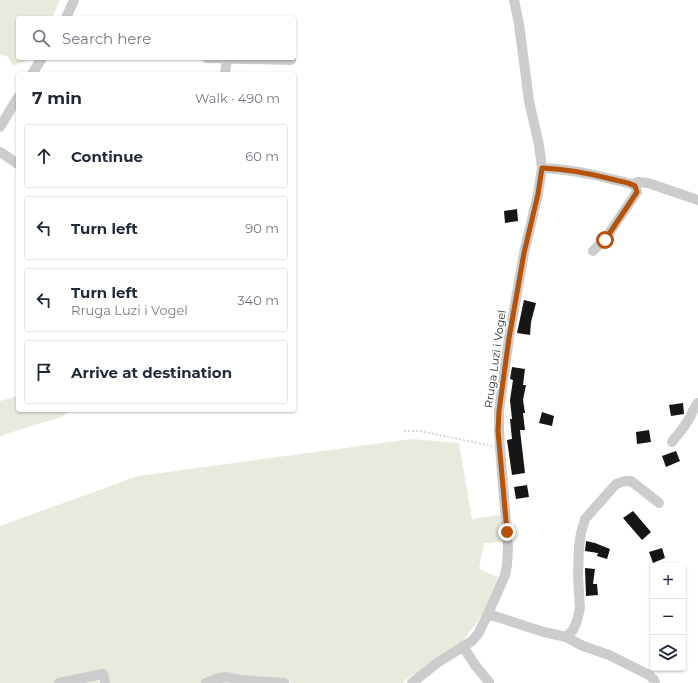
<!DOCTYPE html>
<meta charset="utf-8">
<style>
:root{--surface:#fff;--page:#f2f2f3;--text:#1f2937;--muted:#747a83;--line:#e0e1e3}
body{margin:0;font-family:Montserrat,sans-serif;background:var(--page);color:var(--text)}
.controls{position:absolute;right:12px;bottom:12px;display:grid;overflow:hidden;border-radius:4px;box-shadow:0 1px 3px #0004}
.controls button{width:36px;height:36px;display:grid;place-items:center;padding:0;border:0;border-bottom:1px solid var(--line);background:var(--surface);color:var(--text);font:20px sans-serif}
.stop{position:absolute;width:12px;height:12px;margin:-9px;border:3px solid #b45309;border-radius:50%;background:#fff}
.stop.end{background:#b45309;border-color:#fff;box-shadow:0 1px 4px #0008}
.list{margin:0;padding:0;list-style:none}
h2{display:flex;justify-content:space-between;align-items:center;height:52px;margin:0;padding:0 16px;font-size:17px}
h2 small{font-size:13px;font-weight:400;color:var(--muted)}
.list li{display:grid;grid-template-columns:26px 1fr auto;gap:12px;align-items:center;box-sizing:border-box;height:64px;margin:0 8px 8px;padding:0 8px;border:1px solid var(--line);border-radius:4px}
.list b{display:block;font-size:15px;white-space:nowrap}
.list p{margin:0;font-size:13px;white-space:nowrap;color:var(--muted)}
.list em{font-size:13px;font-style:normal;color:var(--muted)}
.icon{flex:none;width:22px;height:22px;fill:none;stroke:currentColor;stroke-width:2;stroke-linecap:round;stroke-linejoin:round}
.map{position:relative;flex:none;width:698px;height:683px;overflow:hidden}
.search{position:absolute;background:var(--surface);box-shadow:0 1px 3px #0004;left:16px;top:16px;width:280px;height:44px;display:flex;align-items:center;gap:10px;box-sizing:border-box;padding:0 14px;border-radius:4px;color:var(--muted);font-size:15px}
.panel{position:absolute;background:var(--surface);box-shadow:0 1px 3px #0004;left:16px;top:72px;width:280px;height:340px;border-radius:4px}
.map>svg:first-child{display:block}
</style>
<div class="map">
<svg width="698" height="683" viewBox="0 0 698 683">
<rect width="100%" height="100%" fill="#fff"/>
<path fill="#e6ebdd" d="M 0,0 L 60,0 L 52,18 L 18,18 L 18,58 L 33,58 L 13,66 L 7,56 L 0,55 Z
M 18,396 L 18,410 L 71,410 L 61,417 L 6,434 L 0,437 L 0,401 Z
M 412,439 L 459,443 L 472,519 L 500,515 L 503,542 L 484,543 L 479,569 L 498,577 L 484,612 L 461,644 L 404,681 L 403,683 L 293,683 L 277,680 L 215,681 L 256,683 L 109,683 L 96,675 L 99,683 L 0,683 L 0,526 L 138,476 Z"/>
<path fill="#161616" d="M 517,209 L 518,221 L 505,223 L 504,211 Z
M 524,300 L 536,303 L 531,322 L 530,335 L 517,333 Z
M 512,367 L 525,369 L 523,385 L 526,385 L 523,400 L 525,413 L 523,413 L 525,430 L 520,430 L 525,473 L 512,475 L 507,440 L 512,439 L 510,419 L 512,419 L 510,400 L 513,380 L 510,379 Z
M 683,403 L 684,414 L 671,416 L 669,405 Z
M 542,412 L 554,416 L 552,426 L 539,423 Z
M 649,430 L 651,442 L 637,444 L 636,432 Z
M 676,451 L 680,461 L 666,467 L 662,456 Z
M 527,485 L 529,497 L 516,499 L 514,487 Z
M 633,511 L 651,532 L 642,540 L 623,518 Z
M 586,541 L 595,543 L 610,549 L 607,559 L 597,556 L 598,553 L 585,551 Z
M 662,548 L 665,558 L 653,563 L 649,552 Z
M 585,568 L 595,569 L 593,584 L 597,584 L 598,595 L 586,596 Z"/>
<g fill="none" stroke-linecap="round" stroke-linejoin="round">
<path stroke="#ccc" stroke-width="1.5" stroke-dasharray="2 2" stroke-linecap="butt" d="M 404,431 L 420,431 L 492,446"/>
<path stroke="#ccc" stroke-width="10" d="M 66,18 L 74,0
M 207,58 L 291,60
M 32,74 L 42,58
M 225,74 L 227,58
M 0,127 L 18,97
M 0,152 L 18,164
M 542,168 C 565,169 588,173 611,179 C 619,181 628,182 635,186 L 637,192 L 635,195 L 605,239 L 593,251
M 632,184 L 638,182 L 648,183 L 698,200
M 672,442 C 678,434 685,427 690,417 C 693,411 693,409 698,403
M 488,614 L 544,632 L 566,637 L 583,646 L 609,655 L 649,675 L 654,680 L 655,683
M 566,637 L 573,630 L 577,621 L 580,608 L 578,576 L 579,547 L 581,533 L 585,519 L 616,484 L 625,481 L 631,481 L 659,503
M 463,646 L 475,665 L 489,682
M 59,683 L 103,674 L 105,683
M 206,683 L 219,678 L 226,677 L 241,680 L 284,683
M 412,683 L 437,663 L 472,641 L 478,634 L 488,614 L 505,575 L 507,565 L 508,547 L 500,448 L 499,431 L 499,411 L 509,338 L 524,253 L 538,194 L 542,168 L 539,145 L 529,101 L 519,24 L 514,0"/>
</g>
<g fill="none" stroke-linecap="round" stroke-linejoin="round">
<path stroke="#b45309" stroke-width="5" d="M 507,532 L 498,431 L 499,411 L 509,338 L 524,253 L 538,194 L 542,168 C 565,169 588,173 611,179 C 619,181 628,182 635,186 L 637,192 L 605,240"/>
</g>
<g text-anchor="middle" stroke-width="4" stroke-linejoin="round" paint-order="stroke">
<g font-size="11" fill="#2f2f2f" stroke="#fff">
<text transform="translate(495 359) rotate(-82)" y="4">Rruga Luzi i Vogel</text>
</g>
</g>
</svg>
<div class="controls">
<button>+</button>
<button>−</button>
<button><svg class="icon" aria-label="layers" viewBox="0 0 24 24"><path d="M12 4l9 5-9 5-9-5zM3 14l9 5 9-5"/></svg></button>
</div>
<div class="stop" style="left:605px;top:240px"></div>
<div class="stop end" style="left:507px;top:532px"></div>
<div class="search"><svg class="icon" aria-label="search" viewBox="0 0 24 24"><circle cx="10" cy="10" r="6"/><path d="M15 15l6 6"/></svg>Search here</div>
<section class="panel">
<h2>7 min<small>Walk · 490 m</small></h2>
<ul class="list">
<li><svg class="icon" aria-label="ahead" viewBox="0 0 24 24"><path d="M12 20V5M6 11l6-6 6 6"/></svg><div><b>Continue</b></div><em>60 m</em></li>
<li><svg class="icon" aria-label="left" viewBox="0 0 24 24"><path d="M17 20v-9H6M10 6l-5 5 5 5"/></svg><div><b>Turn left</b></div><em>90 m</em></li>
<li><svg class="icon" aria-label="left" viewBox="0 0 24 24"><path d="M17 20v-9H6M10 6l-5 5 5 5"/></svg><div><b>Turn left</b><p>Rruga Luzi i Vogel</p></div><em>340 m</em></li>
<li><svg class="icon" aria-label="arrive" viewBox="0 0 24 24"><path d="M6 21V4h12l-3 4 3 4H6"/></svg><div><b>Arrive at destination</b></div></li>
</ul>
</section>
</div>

+-------+

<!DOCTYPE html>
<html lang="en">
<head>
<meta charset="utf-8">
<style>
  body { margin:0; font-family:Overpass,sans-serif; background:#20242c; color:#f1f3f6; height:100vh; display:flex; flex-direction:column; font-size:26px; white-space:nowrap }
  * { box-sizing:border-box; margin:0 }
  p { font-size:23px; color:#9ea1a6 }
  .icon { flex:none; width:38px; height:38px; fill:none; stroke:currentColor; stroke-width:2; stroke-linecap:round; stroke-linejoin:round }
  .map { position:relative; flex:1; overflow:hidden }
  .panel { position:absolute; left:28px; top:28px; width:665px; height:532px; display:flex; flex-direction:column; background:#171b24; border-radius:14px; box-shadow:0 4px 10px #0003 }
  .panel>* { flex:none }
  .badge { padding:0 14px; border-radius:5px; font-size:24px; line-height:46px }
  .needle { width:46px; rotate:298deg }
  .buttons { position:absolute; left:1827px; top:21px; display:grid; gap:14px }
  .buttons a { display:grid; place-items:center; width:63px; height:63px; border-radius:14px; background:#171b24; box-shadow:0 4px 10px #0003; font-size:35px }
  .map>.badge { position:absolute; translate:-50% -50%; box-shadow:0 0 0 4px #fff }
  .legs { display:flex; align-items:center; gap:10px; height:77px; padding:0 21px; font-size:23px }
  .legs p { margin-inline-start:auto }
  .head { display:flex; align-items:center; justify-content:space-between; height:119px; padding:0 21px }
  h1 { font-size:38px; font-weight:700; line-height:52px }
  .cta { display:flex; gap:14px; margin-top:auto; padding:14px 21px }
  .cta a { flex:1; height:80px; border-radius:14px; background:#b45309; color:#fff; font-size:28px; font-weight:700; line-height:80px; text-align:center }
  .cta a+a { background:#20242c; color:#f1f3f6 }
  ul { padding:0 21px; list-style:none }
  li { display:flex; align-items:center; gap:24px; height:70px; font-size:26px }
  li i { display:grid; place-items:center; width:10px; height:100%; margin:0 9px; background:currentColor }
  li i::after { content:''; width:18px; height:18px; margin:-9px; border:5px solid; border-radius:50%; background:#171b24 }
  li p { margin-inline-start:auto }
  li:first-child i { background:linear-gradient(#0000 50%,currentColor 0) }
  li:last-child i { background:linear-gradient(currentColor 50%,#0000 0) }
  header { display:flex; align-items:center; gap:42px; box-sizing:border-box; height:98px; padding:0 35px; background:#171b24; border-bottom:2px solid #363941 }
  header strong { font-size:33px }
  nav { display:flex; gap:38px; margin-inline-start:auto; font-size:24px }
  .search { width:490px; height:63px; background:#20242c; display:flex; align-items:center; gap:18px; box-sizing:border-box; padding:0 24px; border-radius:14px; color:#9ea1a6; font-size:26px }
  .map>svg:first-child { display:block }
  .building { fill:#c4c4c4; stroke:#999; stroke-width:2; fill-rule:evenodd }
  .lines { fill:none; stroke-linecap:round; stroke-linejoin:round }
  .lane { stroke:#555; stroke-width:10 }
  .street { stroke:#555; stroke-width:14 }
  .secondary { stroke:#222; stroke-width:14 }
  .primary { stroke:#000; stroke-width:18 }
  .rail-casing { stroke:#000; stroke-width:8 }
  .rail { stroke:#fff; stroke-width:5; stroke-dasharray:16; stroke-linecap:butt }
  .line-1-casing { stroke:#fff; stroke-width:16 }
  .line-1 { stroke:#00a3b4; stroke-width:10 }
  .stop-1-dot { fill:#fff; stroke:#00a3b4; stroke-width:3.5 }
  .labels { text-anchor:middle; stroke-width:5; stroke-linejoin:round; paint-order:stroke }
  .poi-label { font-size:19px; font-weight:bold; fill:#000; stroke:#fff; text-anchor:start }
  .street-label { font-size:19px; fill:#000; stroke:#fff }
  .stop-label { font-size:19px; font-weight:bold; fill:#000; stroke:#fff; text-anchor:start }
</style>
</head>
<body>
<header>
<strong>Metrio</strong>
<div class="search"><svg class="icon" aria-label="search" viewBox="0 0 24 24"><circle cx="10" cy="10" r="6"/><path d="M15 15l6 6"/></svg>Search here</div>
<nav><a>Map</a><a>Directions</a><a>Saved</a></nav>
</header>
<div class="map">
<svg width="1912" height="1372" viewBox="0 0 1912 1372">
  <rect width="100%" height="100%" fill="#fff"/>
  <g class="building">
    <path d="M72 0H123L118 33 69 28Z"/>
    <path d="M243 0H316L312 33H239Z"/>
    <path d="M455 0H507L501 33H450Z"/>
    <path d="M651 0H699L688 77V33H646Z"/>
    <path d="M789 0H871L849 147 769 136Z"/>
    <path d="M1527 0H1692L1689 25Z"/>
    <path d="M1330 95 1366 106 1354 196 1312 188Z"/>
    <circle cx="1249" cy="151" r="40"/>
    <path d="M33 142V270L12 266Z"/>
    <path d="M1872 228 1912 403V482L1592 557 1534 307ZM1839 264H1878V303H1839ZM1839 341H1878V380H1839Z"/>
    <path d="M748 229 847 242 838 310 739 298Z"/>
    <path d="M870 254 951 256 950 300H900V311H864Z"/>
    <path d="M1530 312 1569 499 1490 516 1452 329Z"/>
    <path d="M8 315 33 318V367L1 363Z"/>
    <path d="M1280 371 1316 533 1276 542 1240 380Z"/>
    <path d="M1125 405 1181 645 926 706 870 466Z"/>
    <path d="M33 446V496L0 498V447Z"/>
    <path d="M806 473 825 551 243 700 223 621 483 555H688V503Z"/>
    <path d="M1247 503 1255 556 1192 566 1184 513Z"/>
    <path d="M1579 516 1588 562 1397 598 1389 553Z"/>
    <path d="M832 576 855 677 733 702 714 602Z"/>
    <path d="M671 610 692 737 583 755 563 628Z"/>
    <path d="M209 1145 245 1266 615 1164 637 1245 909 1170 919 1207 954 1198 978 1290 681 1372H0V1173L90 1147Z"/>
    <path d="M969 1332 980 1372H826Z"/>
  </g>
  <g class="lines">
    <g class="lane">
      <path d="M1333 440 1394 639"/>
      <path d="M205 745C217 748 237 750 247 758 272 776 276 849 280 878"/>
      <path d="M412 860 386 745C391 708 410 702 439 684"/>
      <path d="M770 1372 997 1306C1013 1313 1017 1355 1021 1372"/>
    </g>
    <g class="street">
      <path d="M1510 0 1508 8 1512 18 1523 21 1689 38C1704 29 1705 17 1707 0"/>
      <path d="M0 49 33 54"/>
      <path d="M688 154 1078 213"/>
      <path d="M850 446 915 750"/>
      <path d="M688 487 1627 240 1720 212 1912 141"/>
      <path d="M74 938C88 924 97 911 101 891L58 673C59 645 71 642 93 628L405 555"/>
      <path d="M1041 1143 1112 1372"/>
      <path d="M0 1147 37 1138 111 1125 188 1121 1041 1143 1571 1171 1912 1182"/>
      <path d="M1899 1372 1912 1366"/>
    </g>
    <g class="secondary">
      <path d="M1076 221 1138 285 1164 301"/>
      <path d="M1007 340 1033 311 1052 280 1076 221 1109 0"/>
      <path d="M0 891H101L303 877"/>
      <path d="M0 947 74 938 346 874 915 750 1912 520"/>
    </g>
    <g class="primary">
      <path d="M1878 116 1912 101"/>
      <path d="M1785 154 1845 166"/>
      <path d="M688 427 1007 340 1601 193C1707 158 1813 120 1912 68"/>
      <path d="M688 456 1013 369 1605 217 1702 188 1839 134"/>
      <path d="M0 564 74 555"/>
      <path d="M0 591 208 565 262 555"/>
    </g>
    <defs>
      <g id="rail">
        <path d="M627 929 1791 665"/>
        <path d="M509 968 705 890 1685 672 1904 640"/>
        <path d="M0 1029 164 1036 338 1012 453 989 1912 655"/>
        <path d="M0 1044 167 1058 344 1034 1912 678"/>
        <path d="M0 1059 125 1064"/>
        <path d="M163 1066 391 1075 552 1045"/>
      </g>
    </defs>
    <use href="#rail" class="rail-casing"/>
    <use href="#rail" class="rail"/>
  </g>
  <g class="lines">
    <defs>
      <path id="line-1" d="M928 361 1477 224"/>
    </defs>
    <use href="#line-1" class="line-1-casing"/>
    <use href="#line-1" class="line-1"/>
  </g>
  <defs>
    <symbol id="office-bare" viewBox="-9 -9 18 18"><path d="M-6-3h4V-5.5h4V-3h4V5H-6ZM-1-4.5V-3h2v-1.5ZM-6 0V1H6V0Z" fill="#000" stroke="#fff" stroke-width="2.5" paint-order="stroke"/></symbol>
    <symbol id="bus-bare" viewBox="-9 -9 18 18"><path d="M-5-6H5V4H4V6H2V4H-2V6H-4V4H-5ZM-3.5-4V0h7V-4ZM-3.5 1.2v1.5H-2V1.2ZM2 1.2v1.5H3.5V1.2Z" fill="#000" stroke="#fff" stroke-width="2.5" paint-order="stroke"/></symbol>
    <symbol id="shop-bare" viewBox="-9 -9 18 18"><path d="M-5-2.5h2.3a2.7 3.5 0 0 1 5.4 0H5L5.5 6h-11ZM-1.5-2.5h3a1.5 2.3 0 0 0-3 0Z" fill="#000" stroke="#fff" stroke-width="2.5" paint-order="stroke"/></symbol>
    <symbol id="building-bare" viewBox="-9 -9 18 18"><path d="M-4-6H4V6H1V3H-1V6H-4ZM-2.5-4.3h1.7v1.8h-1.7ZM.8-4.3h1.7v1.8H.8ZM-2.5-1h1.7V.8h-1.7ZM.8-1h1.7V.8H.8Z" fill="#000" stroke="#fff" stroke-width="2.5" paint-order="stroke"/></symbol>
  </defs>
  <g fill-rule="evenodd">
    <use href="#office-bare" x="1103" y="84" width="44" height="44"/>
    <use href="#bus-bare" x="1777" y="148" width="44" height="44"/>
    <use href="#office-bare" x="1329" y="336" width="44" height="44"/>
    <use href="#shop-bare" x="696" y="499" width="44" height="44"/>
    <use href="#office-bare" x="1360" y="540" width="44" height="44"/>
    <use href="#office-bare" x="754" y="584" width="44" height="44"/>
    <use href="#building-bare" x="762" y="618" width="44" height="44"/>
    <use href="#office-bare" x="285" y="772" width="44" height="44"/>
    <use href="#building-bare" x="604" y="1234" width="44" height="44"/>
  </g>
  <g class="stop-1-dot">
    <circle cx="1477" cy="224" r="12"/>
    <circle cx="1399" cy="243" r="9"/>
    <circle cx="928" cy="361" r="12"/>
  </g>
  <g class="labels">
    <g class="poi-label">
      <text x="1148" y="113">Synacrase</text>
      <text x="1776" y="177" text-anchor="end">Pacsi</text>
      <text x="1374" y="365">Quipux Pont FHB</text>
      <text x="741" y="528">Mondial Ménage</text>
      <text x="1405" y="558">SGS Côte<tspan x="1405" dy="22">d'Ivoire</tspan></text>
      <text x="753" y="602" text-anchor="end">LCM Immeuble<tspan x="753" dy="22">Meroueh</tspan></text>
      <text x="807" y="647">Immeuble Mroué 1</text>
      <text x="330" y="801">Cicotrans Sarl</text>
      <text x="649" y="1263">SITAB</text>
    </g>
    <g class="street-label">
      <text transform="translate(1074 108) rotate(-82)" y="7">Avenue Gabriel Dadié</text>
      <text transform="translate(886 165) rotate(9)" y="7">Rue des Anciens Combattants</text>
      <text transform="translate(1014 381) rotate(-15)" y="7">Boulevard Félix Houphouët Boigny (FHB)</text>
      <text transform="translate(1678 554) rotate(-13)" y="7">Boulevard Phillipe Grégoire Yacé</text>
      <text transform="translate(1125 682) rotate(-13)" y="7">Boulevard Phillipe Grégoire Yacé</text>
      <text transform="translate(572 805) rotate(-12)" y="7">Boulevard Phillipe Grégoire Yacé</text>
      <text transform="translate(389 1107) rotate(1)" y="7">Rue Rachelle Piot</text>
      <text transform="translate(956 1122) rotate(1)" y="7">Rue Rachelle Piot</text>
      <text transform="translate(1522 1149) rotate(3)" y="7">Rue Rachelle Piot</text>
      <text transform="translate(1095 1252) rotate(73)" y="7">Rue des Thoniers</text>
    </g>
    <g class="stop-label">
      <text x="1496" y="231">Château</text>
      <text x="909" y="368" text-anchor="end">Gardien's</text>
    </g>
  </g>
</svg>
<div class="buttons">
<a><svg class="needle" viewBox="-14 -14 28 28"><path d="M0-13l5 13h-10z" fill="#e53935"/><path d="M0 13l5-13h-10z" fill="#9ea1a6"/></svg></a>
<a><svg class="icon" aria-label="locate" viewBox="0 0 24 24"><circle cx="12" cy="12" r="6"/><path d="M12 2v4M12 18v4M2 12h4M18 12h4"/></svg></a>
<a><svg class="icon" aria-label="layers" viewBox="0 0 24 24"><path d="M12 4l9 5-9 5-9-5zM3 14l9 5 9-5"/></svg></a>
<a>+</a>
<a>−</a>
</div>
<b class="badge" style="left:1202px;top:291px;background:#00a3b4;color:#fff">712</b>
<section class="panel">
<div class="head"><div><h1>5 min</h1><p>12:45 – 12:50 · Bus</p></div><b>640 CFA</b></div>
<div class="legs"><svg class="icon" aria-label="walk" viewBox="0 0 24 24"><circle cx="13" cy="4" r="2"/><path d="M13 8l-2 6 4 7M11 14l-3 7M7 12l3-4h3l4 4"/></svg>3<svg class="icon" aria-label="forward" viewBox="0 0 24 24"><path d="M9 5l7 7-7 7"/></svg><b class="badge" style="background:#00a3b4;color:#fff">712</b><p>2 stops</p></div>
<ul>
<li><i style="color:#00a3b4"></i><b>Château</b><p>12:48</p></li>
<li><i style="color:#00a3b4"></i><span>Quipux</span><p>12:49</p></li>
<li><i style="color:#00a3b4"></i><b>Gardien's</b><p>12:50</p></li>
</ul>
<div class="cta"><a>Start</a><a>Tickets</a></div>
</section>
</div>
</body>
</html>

+-------+

◆ **GOAL OF THE EXERCISE**
Where a line of the records has the string "html", copy that line.

◆ **FINISHED EXERCISE**
<!DOCTYPE html>
<!DOCTYPE html>
<html lang="en">
</html>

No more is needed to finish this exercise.